What to work on
From the listing below, work out how many lines contain "MARTIN"; the answer is that number and nothing more.

*** Block opens ***

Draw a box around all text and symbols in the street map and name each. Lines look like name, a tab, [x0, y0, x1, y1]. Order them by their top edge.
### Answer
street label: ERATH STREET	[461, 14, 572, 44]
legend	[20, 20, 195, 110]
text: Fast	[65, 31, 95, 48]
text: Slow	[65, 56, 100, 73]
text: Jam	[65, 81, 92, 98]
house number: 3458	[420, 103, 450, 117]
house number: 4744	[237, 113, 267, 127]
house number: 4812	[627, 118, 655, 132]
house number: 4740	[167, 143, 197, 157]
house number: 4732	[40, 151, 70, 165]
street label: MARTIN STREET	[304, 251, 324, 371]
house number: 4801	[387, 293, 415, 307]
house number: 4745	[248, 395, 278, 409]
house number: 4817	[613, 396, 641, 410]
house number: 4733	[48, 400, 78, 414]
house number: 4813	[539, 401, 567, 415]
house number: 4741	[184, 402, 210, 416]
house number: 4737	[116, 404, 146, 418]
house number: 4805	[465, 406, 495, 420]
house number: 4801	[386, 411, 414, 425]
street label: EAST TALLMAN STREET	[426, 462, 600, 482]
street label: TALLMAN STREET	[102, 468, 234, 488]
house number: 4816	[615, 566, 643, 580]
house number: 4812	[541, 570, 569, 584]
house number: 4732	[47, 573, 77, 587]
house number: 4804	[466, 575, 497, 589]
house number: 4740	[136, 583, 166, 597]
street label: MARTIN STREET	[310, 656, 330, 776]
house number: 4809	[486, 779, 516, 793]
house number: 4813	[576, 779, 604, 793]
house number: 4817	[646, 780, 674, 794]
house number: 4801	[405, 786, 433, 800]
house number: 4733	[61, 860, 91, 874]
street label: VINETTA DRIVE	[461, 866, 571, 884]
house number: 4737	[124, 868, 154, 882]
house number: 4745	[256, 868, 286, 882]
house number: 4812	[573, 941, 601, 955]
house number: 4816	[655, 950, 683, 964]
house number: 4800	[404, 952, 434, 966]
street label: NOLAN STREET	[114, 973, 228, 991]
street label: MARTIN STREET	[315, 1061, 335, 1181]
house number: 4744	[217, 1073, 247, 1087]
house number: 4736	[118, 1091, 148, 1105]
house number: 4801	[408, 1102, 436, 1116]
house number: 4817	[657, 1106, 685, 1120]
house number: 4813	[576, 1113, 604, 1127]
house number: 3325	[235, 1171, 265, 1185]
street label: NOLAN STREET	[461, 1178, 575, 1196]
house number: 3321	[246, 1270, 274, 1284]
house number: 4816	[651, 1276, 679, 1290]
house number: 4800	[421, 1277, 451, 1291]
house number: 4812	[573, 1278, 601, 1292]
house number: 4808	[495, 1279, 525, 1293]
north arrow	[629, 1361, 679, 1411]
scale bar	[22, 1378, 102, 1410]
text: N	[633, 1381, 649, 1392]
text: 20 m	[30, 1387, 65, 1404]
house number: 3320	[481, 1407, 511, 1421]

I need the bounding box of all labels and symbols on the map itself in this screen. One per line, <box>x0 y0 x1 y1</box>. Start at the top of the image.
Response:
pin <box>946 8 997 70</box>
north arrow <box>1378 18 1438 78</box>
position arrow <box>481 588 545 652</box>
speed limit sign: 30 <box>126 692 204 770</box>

*** Block closes ***

Final answer
3